Eğitim Bakanlığı, okullardaki kıyafet yönetmenliğinde değişiklik yaptı. Kız öğrenciler saçlarını göstermek istemezlerse bone ve bandana takabilecekler.
Belli ki bazı aileler, dini inançları gereği çocuklarının saçlarının yabancılar tarafından görünmesini istemiyorlar. İnanç özgürlüklerine saygı duymak gerekirse duyulsun ama başkalarının da kendilerine göre inançları olduğu unutulmasın! Kıyafet serbestliği olacaksa olsun; isteyen istediği kıyafeti giysin ve dolaşsın!
Ama bu karar, belli bir inanca sahip insanlara hareket alanı açma gayretiyse gerisi de gelecektir; bilinsin!

. . . . . . . . . . . . . . . . . . . . . . . . . . . . . . . . . . . . . . .
Bundan sonraki aşamada din derslerinin zorunlu olması tartışmaya açılacaktır. Esas tartışılması gereken de zaten budur. Din derslerinde dünyanın oluşumundan insanın ne olduğuna kadar pek çok şey, bilime aykırı hurafelere dayandırılarak çocuklara kabul ettirilmeye çalışılmaktadır. İnanmak, bilimle ilgili değildir zaten. Pek çok ebeveyn bu hurafelere inanmamaktadır ama çocuklarının marjinalleşmemesi için din eğitimine karşı tavır almamaktadır. Gidişat belli bir inancın ve belli inanç şekillerinin desteklenmesi yönünde olacaksa bu konudaki tartışma ve çatışmalar da artacak demektir. Bekleyin, göreceksiniz!
Okullarda öğrenciler arasında yaşanan ciddi sorunlar var. Çoğu gözlemci, “akran zorbalığının” tırmandığı uyarısında bulunuyor. Zorbalığı bırakın, öğrenciler arasındaki tartışmalar inançları da kapsamaya başlarsa bu tartışmalara hangi öğretmen, nasıl bir yöntemle müdahale edebilecektir? Bilen varsa söylesin!
Okullarda doğaya ve insana ilişkin bilgiler edinmeye çalışan öğrenciler fizik dersinde öğrendiklerini din derslerinde öğrendikleri ile karşılaştırmaya ve saçlarını örten arkadaşları ile tartışmaya başlarlarsa ne olacak? Buna yanıt verecek olan varsa dinleyelim!
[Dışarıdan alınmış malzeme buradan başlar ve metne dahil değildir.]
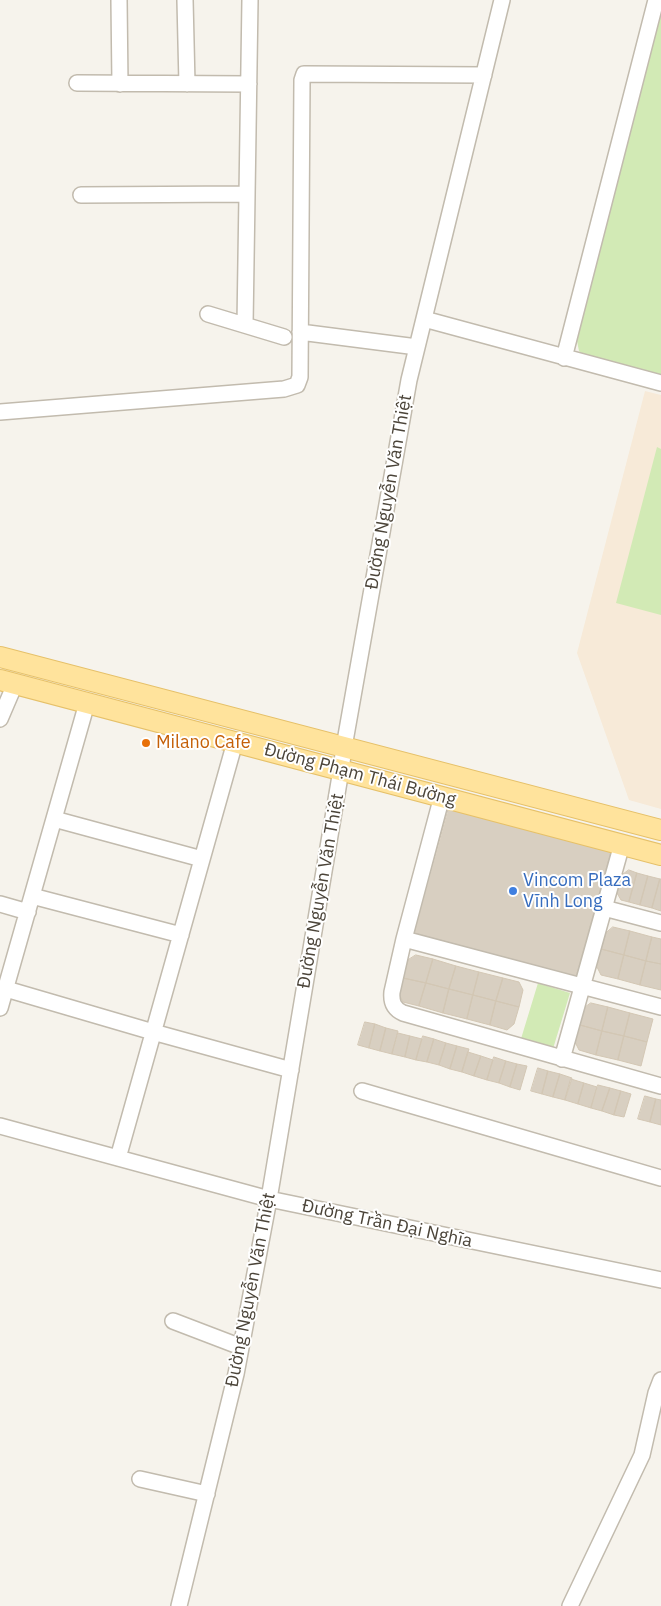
<!DOCTYPE html>
<meta charset="utf-8">
<style>
body{margin:0}
canvas{display:block;background:#f6f3ec}
</style>
<canvas width="661" height="1606"></canvas>
<script>
const ctx = document.querySelector('canvas').getContext('2d');
ctx.lineJoin = 'round';
function fill(path, color) { ctx.fillStyle = color; ctx.fill(path, 'evenodd'); }
function strokePath(path, color, width, dash) { ctx.strokeStyle = color; ctx.lineWidth = width; ctx.lineCap = dash ? 'butt' : 'round'; ctx.setLineDash(dash || []); ctx.stroke(path); }
function write(font, color, halo, rows, align = 'center') {
  ctx.font = font + ' "IBM Plex Sans",sans-serif'; ctx.lineWidth = 4; ctx.setLineDash([]); ctx.textBaseline = 'middle'; ctx.strokeStyle = halo; ctx.fillStyle = color; for (const [text, x, y, turn = 0] of rows) {
    ctx.save(); ctx.translate(x, y); ctx.rotate((+turn || 0) * Math.PI / 180); ctx.textAlign = isNaN(turn) ? turn : align; if (halo) ctx.strokeText(text, 0, 0); ctx.fillText(text, 0, 0); ctx.restore();
  }
}
fill(new Path2D(`
 M645 391 661 395V809L629 800 577 653Z`), '#f7ead8');
fill(new Path2D(`
 M661 15V377L586 358 579 351 577 341 658 19Z
 M657 447 661 449V615L616 603Z
 M538 983 570 993 552 1052 520 1042Z`), '#d2eab5');
const building = new Path2D(`
 M450 804 612 848 576 977 414 933Z
 M629 870 637 873 629 902 621 900 617 893 622 875Z
 M637 873 648 876 640 905 629 902Z
 M648 876 660 879 652 908 640 905Z
 M660 879H661V911L652 908Z
 M613 927 630 931 624 955 601 949 606 933Z
 M630 931 652 937 646 961 624 955Z
 M652 937 661 939V964L646 961Z
 M601 949 624 955 618 979 601 975 597 967Z
 M416 955 433 959 426 983 403 978 408 960Z
 M624 955 646 961 640 985 618 979Z
 M433 959 456 966 449 989 426 983Z
 M646 961 661 964V990L640 985Z
 M456 966 479 972 473 995 449 989Z
 M479 972 503 978 496 1001 473 995Z
 M403 978 426 983 419 1006 403 1002 399 994Z
 M503 978 519 982 523 990 519 1007 496 1001Z
 M426 983 449 989 443 1013 419 1006Z
 M449 989 473 995 467 1019 443 1013Z
 M473 995 496 1001 490 1025 467 1019Z
 M496 1001 519 1007 514 1024 507 1030 490 1025Z
 M591 1003 608 1007 602 1031 580 1025 584 1008Z
 M608 1007 630 1013 624 1036 602 1031Z
 M630 1013 653 1019 647 1042 624 1036Z
 M365 1022 375 1024 369 1048 358 1045Z
 M375 1024 386 1028 380 1051 369 1048Z
 M580 1025 602 1031 596 1055 579 1050 575 1042Z
 M386 1028 398 1031 392 1054 380 1051Z
 M602 1031 624 1036 618 1060 596 1055Z
 M398 1033 410 1036 405 1057 392 1054Z
 M410 1036 422 1039 416 1060 405 1057Z
 M423 1036 434 1039 427 1062 416 1060Z
 M624 1036 647 1042 641 1066 618 1060Z
 M434 1039 446 1043 439 1065 427 1062Z
 M446 1043 457 1046 450 1069 439 1065Z
 M457 1046 469 1049 462 1072 450 1069Z
 M468 1052 481 1056 474 1076 462 1072Z
 M481 1056 493 1060 487 1080 474 1076Z
 M494 1057 506 1061 499 1083 487 1080Z
 M506 1061 517 1064 510 1087 499 1083Z
 M517 1064 527 1066 520 1090 510 1087Z
 M538 1068 548 1071 542 1094 531 1091Z
 M548 1071 560 1074 553 1097 542 1094Z
 M560 1074 572 1078 565 1100 553 1097Z
 M571 1079 584 1083 578 1104 565 1100Z
 M584 1083 597 1087 591 1108 578 1104Z
 M598 1085 610 1088 602 1111 591 1108Z
 M610 1088 621 1091 614 1115 602 1111Z
 M621 1091 631 1094 624 1117 614 1115Z
 M645 1096 656 1099 650 1122 638 1119Z
 M656 1099 661 1100V1125L650 1122Z`);
fill(building, '#d8cfc1');
strokePath(building, '#d3c7b4', 1);
const minor = new Path2D(`
 M119 0 120 84
 M185 0 187 84
 M77 83 249 84
 M81 195 247 194
 M208 314 284 337
 M424 319 661 383
 M245 325 250 0
 M300 332 417 347
 M564 358 656 0
 M0 412 284 389 297 385 300 377 302 80 304 74 484 75
 M0 719 15 684
 M442 796 404 939 392 992C391 1002 394 1009 403 1013L661 1086
 M54 819 202 859
 M32 896 181 935
 M0 904 28 912
 M604 908 661 923
 M404 939 661 1007
 M6 989 153 1032 291 1070
 M0 1008 87 703
 M562 1059 622 844
 M362 1091 661 1178
 M0 1126 269 1199 661 1280
 M118 1158 235 742
 M173 1321 241 1347
 M140 1479 207 1494
 M179 1606 236 1374 269 1199 341 770 344 747 409 380 502 0
 M570 1606 642 1455 656 1393 661 1380`);
const major = new Path2D(`
 M0 657 661 830
 M0 680 661 855`);
strokePath(minor, '#c2bbae', 18);
strokePath(major, '#e6c16a', 22);
strokePath(minor, '#fff', 15);
strokePath(major, '#ffe39c', 20);
for (const [x, y, r, color] of [
 [146,743,5,"#e8710a"],
 [513,891,5,"#3f7fe0"]
]) { const dot = new Path2D(); dot.arc(x, y, r, 0, 2 * Math.PI); ctx.fillStyle = color; ctx.fill(dot); strokePath(dot, '#fff', 2); }
write('18px', '#4b4439', '#fff', [
 ["Đường Nguyễn Văn Thiệt",389,492,-80],
 ["Đường Phạm Thái Bường",360,775,15],
 ["Đường Nguyễn Văn Thiệt",321,891,-80],
 ["Đường Trần Đại Nghĩa",387,1224,12],
 ["Đường Nguyễn Văn Thiệt",251,1290,-79]
]);
write('18px', '#c56008', '#fff', [
 ["Milano Cafe",156,743]
], 'left');
write('18px', '#366cbe', '#fff', [
 ["Vincom Plaza",523,881],
 ["Vĩnh Long",523,902]
], 'left');
</script>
Tartışmak serbest olacaksa mesele yok! Öğrenciler istedikleri şekilde giyinsinler, kıyafetleriyle neye inandıklarını veya nasıl yaşamak istediklerini arkadaşları ile paylaşsınlar ve konuşsunlar… Bu, zaten eninde sonunda olacak bir şeydir; bir an önce ve okullarda olmasında fayda bile olacaktır. Çocuklarının saçları açık bir şekilde okula gitmesini istemeyen aileler ve okul yönetimleri, bu tartışmaları olgunlukla karşılamaya, çocuklara bu farklılıklar ile yaşamanın gerekliliklerini öğretmeye hazırlar mı?
YDP Genel Başkanı Arıklı ilk sırası aldı bile! Bu değişimin “inanç özgürlüğünün” bir gereği olduğunu söyleyecek “büyükler” de olacaktır… Bunların yakın coğrafyamızda olan-biten ile ilgilenmeleri; İran’da, Afganistan’da, Türkiye’de ve Suriye’de yaşananlar hakkındaki görüşlerini de özgürlükler çerçevesine oturtmaları gerekecektir. Bu ülkelerde yaşananları ve insanların başına gelenleri görmezlikten geldiğiniz zaman din ve inanç özgürlüğü konusunda samimiyetsiz olduğunuz ortaya çıkar.
Ne olursa olsun tartışma başlamıştır. Bu tartışmanın bizi nereye sürükleyeceğini hep birlikte göreceğiz.